“Pitfall” (1948) starring Dick Powell, Lizabeth Scott, Jane Wyatt, & Raymond Burr

Sue Forbes: Oh, your breakfast is on the table, darling.

John Forbes: Where else would it be?

John Forbes (Dick Powell) is a middle-aged man bored w/ his predictable life and job as an insurance adjuster. His lovely wife, Sue (Jane Wyatt- later Spock’s mom), and adoring son, Tommy, make up his family. Forbes meets a young/blonde aspiring model, Mona Stevens (Lizabeth Scott), whose fiance embezzled from a store insured by Forbes’ company. He finds Mona through J.B. MacDonald (Raymond Burr- later the iconic Perry Mason), a private detective freelancing for the insurance company. Forbes goes to collect the stolen gifts and soon falls for Mona (who says she rarely meets nice men like him). MacDonald (w/ an obsessive personality and violent temper) also has his eyes on Mona, though she wants nothing to do w/ him!

MacDonald: She probably doesn’t appeal to you but for me, she’s just what I told the doctor to order.

This film (see video below) is a combination of domestic drama and film noir set in L.A. and its surrounding suburbs. Powell took this role after reconciling w/ his wife (June Allyson) after he had an affair, TCM’s Eddie Muller noted. To get past the Hayes Code office, that would normally not allow a good guy to be an adulterer (and suffer no consequences), director Andre De Toth (an immigrant from Hungary) met w/ two prominent officials. De Toth let these (married) men know that he knew of their mistresses; the production didn’t have any problems after that meeting- LOL! Muller also explained that though the director was married to Veronica Lake, he had a reputation as a philanderer.

[1] Powell, Wyatt, Scott and Raymond Burr are effective and believable — and the film is paced, photographed, and scripted with intelligence — so that the viewer easily goes along for the ride.

[2] Jay Dratler’s script (from his own novel) shows a progressive streak in dealing with the short and unpredictable fuses of controlling, potentially violent males- stalkers.

Powell gets to tap deeply into his key emotion, snappish discontent… Scott… an actress with limits, finds a comfortable part as a bewildered and vulnerable victim of the men who come into her life, bidden and unbidden.

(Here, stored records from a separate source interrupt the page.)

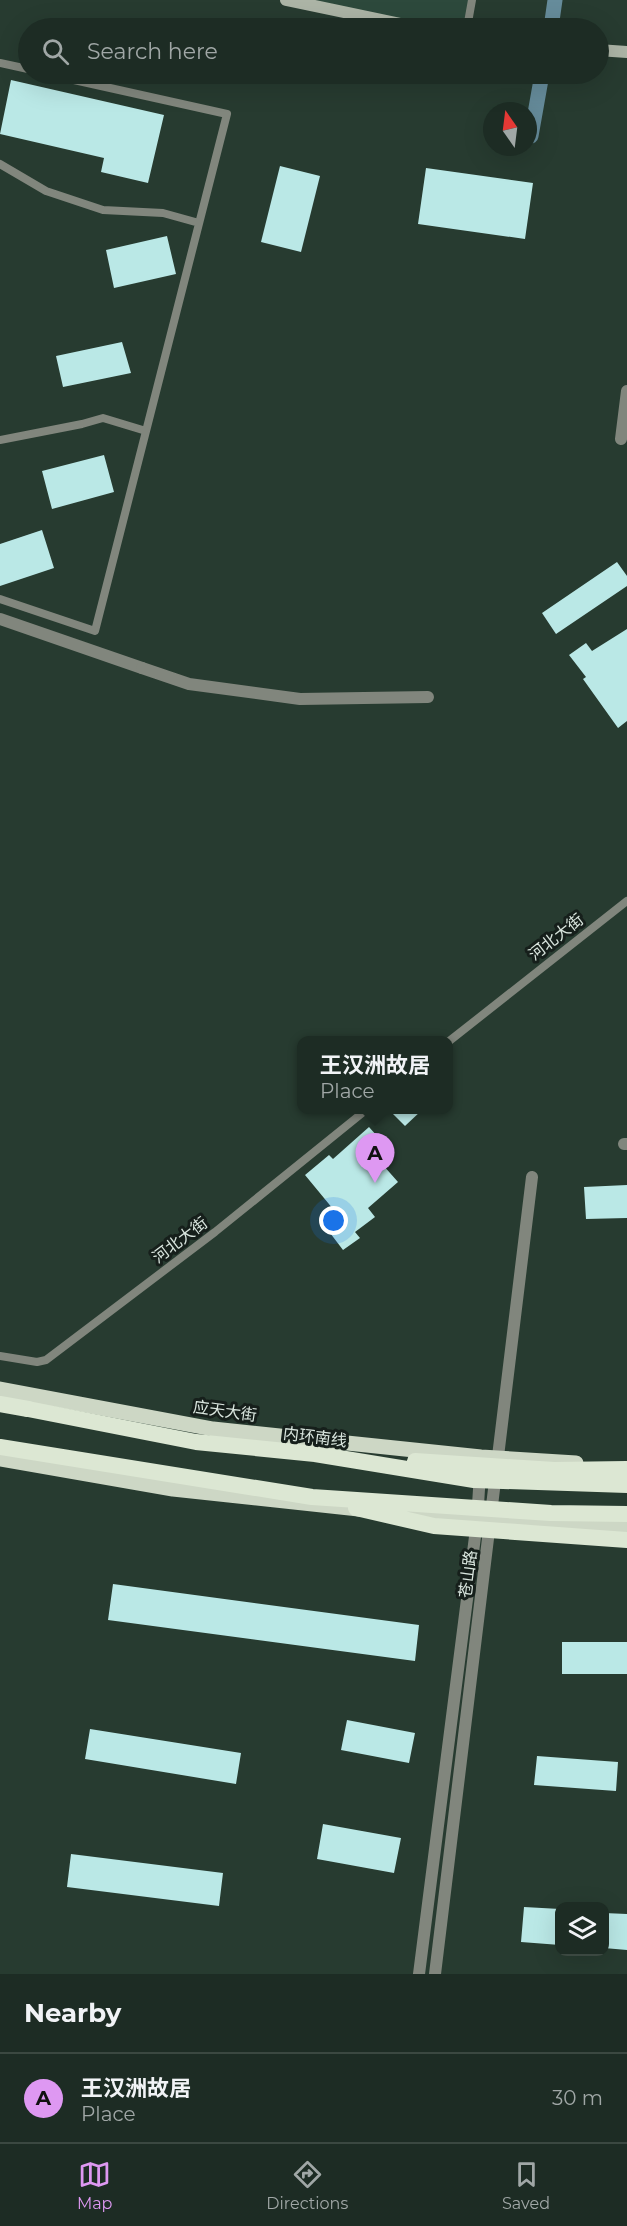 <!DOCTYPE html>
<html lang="en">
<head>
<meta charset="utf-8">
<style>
	:root { --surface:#1d2c24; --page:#2a3831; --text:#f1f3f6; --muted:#a0a7a6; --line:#3b4841; --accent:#de98f2 }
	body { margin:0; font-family:Montserrat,"Noto Sans SC",sans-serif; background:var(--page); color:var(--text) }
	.controls { position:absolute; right:18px; bottom:18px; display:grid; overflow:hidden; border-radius:12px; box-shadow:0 6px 24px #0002 }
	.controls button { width:54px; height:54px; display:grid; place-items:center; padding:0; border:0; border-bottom:2px solid var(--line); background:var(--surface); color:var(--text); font:30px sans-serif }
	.compass { position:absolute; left:483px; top:102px; width:54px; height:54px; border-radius:50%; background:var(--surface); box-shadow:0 6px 24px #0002; rotate:346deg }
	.you { position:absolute; left:334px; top:1221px; width:21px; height:21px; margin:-15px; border:4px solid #fff; border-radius:50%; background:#1a73e8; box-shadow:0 0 0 9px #1a73e833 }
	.badge { display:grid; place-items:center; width:39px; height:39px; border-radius:50%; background:var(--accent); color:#111; font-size:20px; font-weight:700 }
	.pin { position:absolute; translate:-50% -50px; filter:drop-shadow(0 2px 3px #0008) }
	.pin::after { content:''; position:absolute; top:32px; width:21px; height:18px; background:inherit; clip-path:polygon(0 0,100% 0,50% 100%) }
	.popup { position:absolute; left:297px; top:1036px; width:156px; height:78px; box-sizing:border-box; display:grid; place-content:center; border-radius:12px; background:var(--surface); filter:drop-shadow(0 2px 4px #0005); font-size:20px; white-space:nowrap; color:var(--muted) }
	.popup b { font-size:22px; color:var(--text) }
	.popup::after { content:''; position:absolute; left:50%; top:100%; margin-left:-12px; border:12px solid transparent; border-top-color:var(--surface) }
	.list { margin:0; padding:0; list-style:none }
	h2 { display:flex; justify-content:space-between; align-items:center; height:78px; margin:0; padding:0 24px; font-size:26px }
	h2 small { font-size:20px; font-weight:400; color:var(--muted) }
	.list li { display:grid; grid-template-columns:39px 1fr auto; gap:18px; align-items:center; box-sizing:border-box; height:90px; padding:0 24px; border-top:2px solid var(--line) }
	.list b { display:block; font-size:22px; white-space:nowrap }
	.list p { margin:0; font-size:20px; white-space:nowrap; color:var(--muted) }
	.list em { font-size:20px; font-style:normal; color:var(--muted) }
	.icon { flex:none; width:33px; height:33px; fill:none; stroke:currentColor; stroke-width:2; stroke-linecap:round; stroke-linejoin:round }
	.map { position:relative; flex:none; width:627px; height:1974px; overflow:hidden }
	.search { position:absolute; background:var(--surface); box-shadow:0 6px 24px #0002; left:18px; right:18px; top:18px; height:66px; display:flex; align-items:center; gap:15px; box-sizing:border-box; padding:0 21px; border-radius:33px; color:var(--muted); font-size:22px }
	.sheet { height:168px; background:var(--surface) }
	nav { display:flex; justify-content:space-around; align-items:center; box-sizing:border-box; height:84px; border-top:2px solid var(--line); background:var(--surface); font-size:16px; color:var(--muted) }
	nav a { display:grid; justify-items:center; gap:3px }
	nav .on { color:var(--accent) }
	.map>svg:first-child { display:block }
	.built { fill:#2d493c }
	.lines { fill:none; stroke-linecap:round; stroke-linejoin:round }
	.canal { stroke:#668c9b; stroke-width:15 }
	.building { fill:#bae8e6 }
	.service { stroke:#81867d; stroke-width:8 }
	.minor { stroke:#81867d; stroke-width:12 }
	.tertiary { stroke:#81867d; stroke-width:12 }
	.secondary { stroke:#acb4a6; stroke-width:12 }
	.primary { stroke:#cdd7c5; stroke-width:15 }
	.trunk { stroke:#dce7d3; stroke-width:16 }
	.trunk-bridge { stroke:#dce7d3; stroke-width:16 }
	.labels { text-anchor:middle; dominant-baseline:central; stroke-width:6; stroke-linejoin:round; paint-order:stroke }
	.street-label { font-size:16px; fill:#dae6df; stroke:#161f1b }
</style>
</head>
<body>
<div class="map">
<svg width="627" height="1974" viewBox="0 0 627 1974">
	<rect width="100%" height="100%" fill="#273b30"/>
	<path class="built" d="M287 0H472L467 28H420Z"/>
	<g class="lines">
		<path class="canal" d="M551 28 555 0
			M531 136 542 74"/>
	</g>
	<path class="building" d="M11 80 164 115 148 183 101 172 104 158 0 134Z
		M280 166 320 176 301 252 261 242Z
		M426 168 533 183 525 239 418 224Z
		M167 236 176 274 114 288 106 250Z
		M122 342 131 373 63 387 56 356Z
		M104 455 114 492 52 509 42 471Z
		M42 530 54 568 0 586V544Z
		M617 562 627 576V586L556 634 542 613Z
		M627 629V721L618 728 583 679 586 677 569 655 586 643 592 651Z
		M389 1110H422L405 1126Z
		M369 1127 386 1146 375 1156 398 1182 368 1208 375 1217 355 1232 360 1238 343 1250 324 1225 338 1215 305 1175 329 1155 333 1159Z
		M627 1185V1218L586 1219 584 1187Z
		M113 1584 419 1625 415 1661 108 1620Z
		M562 1642H627V1674H562Z
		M347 1720 415 1733 409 1763 341 1750Z
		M90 1729 241 1753 236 1784 85 1759Z
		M537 1756 618 1762 616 1791 534 1785Z
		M323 1824 401 1838 394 1873 317 1859Z
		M71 1854 223 1873 219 1906 67 1887Z
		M524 1907 560 1909V1945L521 1942Z
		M604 1913 627 1914V1950L604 1948Z"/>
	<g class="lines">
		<path class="service" d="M467 28 472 0
			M0 63 28 69
			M0 164 46 191 103 210 163 213 199 223
			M0 440 82 424 103 418 146 431
			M0 599 95 631 227 114 47 74
			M448 1042 627 901
			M0 1356 37 1362 46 1360 215 1232 366 1110"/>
		<path class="minor" d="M0 619 142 668"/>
		<path class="tertiary" d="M621 439 627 391
			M142 668 189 684 300 699 428 697
			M624 1144H627
			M419 1974 477 1521 480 1473
			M435 1974 532 1177"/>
		<path class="secondary" d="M286 0 420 28
			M598 50 627 52"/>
		<path class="primary" d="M0 1389 213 1429 481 1457 576 1463
			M0 1459 173 1489 368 1510
			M413 1515 491 1522 627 1526"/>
		<path class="trunk" d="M0 1404 28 1409"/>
		<path class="trunk-bridge" d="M28 1409 196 1442 315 1454 474 1480 627 1485
			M0 1447 312 1497 551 1513 627 1514
			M415 1461 554 1470 627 1469
			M356 1508 434 1526 627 1540"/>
	</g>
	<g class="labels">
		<g class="street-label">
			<text transform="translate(556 937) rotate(-38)">河北大街</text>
			<text transform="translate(180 1240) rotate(-37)">河北大街</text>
			<text transform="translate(225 1411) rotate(8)">应天大街</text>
			<text transform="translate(315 1437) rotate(7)">内环南线</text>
			<text transform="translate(468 1574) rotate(-83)">苍山路</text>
		</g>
	</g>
</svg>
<div class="controls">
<button><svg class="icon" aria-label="layers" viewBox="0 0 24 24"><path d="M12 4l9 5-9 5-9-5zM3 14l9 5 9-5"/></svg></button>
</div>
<svg class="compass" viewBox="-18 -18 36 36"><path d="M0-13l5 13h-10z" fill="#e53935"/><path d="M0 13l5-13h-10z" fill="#a0a7a6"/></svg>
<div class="you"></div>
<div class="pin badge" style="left:375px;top:1183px">A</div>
<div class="popup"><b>王汉洲故居</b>Place</div>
<div class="search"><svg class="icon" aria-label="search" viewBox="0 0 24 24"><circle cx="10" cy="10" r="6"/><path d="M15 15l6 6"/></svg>Search here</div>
</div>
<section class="sheet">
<h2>Nearby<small></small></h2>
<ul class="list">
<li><span class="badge">A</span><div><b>王汉洲故居</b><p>Place</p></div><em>30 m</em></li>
</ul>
</section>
<nav>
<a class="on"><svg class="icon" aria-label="map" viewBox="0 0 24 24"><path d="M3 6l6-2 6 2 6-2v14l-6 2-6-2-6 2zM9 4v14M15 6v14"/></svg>Map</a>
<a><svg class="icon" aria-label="directions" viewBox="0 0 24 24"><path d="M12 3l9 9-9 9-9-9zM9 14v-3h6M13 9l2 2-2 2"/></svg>Directions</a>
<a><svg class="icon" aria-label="saved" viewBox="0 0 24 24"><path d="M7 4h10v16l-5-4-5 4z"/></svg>Saved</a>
</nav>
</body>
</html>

Burr …lets a bit of yearning, of desperation, show under all his intimidating bulk…

De Toth… made, in Pitfall, one of the more distinctive titles of the noir cycle. …it has the effrontery to situate deceit and duplicity and betrayal where it surely ought not to belong- not in road houses or tenement flats- but right at the heart of a storybook American family (it’s one of the more subversive films of the era).

-Excerpts from IMDB reviews

2 thoughts on ““Pitfall” (1948) starring Dick Powell, Lizabeth Scott, Jane Wyatt, & Raymond Burr

  1. With Hollywood it was / is hard not to think that the pressure to hide everything from the glance of a supposedly very morally judgmental American public meant / means that the underbelly is particularly corrupt, hypocritical and seamy.